Working with data in MATLAB

Contents

Reading and saving data

Suppose that you have carried out a large computation with MATLAB - one that takes a couple of hours or so to finish. Do you need to run this program every time you want to look at the output? No, you don't - not if you've saved the output to a file.

MATLAB provides many different options for saving data to a file, in many different formats using commands such as

fprintf

or

fwrite

These commands produce data files that can be read into MATLAB or into different programming languages; detailed descriptions of how to work with them can be found using the help command.

The easiest data format to work with in MATLAB -- and the one we'll focus on -- is MATLAB's own native format.
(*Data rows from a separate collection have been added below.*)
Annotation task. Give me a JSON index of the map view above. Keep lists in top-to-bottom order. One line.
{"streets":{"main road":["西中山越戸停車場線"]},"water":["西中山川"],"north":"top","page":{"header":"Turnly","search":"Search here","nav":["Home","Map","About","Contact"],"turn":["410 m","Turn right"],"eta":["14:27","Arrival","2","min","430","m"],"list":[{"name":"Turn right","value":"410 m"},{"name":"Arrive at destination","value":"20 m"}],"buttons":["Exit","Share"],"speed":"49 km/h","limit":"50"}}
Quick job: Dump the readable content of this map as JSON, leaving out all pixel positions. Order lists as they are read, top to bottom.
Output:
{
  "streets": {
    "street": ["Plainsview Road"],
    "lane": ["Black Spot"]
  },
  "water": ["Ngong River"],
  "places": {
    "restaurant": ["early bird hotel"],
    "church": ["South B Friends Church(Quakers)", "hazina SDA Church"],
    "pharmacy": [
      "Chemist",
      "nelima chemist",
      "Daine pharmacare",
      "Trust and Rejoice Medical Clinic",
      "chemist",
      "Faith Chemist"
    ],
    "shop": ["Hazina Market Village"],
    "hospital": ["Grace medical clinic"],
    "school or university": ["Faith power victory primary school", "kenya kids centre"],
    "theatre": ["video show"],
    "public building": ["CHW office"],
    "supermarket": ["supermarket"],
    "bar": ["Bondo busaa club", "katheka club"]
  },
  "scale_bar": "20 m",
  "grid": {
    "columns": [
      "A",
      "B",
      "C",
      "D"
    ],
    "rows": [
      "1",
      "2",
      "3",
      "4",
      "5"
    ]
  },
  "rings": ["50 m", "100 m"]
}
Files in this format end with the ".mat" suffix - e.g.

data_out.mat

To save data in the .mat file 'flnm.mat', the command

save flnm.mat

is used. To retrieve data from the .mat file 'flnm.mat', the command

load flnm.mat

is used. Consider the following example, in which we numerically approximate the solution to an ODE

dt = .01;
t = 0:dt:10;

x(1) = 3;

for k=2:length(t)
    x(k) = x(k-1)+dt*(1-x(k-1)^2);
end

We can look at the solution:

plot(t,x)

To save the output to the file data1.mat we type

save data1.mat

We can then clear memory

clear all

If we now try to plot x against t, we'll get an error message - because neither is in memory:

plot(t,x)
Undefined function or variable 't'.

But if we load the data back into memory

load data1.mat

then both of the arrays x and t are back in memory

plot(t,x)

Being able to save to and read from data files is very important when working with programs that take a long time to run (so you don't want to have to do it over and over again), or when working with large datasets.

Working with data

Suppose we've measured the POC concentration in ocean sediments at a number of different depths and we want to estimate the surface sediment flux and refractory POC concentration, knowing that the bioturbation diffusivity is

D = 35 cm^2/kyr

that the remineralization rate coefficient is

k = 1.5x10^-9 s^-1

and that the burial flux rate w is negligible. As we discussed in section 6.5, we can do this using linear regression modelling.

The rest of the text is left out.